## Directions
Would you please transcribe, exactly as written, the lines of the entries below starting at the one that holds "Task: Read the" and ending at the one that holds "Annotation task. Read", both included?

[Stored items]
____
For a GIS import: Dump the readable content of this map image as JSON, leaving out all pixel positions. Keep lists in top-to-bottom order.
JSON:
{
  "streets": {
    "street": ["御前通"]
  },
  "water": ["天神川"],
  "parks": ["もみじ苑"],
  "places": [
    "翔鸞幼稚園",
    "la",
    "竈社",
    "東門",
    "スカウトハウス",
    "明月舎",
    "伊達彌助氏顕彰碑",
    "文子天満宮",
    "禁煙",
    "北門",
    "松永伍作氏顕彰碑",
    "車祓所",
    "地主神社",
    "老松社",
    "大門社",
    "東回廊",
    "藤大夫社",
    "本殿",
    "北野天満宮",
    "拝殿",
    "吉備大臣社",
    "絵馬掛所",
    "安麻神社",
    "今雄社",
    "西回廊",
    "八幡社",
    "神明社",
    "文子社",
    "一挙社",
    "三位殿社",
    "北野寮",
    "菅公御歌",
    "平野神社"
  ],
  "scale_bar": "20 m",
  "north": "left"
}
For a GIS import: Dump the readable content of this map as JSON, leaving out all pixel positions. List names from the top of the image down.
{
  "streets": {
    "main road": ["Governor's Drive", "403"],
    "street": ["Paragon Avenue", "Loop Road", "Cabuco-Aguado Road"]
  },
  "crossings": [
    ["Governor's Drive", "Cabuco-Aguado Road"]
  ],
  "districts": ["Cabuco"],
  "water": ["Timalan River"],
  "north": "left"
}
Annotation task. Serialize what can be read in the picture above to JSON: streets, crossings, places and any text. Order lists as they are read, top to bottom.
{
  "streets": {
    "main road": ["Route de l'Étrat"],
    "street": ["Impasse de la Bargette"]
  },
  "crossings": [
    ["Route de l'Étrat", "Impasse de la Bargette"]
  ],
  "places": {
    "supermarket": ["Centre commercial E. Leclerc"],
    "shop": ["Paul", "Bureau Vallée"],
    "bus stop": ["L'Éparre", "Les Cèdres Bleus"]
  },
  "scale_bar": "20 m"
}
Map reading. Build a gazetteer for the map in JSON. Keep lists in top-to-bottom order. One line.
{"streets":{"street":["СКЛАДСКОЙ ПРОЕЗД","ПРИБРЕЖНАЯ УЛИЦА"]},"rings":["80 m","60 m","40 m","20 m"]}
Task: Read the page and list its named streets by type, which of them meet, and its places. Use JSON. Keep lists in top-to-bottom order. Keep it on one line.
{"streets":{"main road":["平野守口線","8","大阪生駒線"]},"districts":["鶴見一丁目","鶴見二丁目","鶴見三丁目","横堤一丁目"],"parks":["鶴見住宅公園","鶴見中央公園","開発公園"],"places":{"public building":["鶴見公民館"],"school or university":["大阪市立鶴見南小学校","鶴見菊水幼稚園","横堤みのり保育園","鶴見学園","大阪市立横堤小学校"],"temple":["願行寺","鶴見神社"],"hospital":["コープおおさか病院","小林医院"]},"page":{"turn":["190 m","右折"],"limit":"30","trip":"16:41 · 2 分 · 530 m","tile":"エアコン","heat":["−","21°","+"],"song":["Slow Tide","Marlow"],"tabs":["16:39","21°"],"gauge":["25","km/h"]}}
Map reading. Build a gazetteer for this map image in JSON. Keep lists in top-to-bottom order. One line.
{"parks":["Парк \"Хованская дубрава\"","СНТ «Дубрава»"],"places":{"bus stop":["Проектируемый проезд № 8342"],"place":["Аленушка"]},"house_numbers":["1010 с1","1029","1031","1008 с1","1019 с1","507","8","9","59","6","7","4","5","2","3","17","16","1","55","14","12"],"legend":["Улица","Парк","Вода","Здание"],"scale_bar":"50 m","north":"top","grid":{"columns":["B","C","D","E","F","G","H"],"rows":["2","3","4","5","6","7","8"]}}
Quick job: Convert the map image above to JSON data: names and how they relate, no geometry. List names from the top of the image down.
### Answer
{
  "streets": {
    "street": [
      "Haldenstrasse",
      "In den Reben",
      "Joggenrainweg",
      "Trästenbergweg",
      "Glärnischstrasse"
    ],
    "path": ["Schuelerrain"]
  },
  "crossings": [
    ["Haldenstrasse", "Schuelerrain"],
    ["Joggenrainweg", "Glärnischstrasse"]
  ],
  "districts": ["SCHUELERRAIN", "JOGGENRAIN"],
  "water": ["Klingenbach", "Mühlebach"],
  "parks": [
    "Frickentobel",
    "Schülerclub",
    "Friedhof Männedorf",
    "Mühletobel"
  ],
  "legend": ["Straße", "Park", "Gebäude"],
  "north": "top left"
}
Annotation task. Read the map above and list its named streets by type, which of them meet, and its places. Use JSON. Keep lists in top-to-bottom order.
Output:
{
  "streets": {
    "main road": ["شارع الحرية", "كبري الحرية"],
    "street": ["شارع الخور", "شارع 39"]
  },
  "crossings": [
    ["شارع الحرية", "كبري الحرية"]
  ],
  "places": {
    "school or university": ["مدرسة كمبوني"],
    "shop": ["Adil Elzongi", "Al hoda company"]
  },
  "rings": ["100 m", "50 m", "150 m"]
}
____
## Exercise output
Task: Read the page and list its named streets by type, which of them meet, and its places. Use JSON. Keep lists in top-to-bottom order. Keep it on one line.
{"streets":{"main road":["平野守口線","8","大阪生駒線"]},"districts":["鶴見一丁目","鶴見二丁目","鶴見三丁目","横堤一丁目"],"parks":["鶴見住宅公園","鶴見中央公園","開発公園"],"places":{"public building":["鶴見公民館"],"school or university":["大阪市立鶴見南小学校","鶴見菊水幼稚園","横堤みのり保育園","鶴見学園","大阪市立横堤小学校"],"temple":["願行寺","鶴見神社"],"hospital":["コープおおさか病院","小林医院"]},"page":{"turn":["190 m","右折"],"limit":"30","trip":"16:41 · 2 分 · 530 m","tile":"エアコン","heat":["−","21°","+"],"song":["Slow Tide","Marlow"],"tabs":["16:39","21°"],"gauge":["25","km/h"]}}
Map reading. Build a gazetteer for this map image in JSON. Keep lists in top-to-bottom order. One line.
{"parks":["Парк \"Хованская дубрава\"","СНТ «Дубрава»"],"places":{"bus stop":["Проектируемый проезд № 8342"],"place":["Аленушка"]},"house_numbers":["1010 с1","1029","1031","1008 с1","1019 с1","507","8","9","59","6","7","4","5","2","3","17","16","1","55","14","12"],"legend":["Улица","Парк","Вода","Здание"],"scale_bar":"50 m","north":"top","grid":{"columns":["B","C","D","E","F","G","H"],"rows":["2","3","4","5","6","7","8"]}}
Quick job: Convert the map image above to JSON data: names and how they relate, no geometry. List names from the top of the image down.
### Answer
{
  "streets": {
    "street": [
      "Haldenstrasse",
      "In den Reben",
      "Joggenrainweg",
      "Trästenbergweg",
      "Glärnischstrasse"
    ],
    "path": ["Schuelerrain"]
  },
  "crossings": [
    ["Haldenstrasse", "Schuelerrain"],
    ["Joggenrainweg", "Glärnischstrasse"]
  ],
  "districts": ["SCHUELERRAIN", "JOGGENRAIN"],
  "water": ["Klingenbach", "Mühlebach"],
  "parks": [
    "Frickentobel",
    "Schülerclub",
    "Friedhof Männedorf",
    "Mühletobel"
  ],
  "legend": ["Straße", "Park", "Gebäude"],
  "north": "top left"
}
Annotation task. Read the map above and list its named streets by type, which of them meet, and its places. Use JSON. Keep lists in top-to-bottom order.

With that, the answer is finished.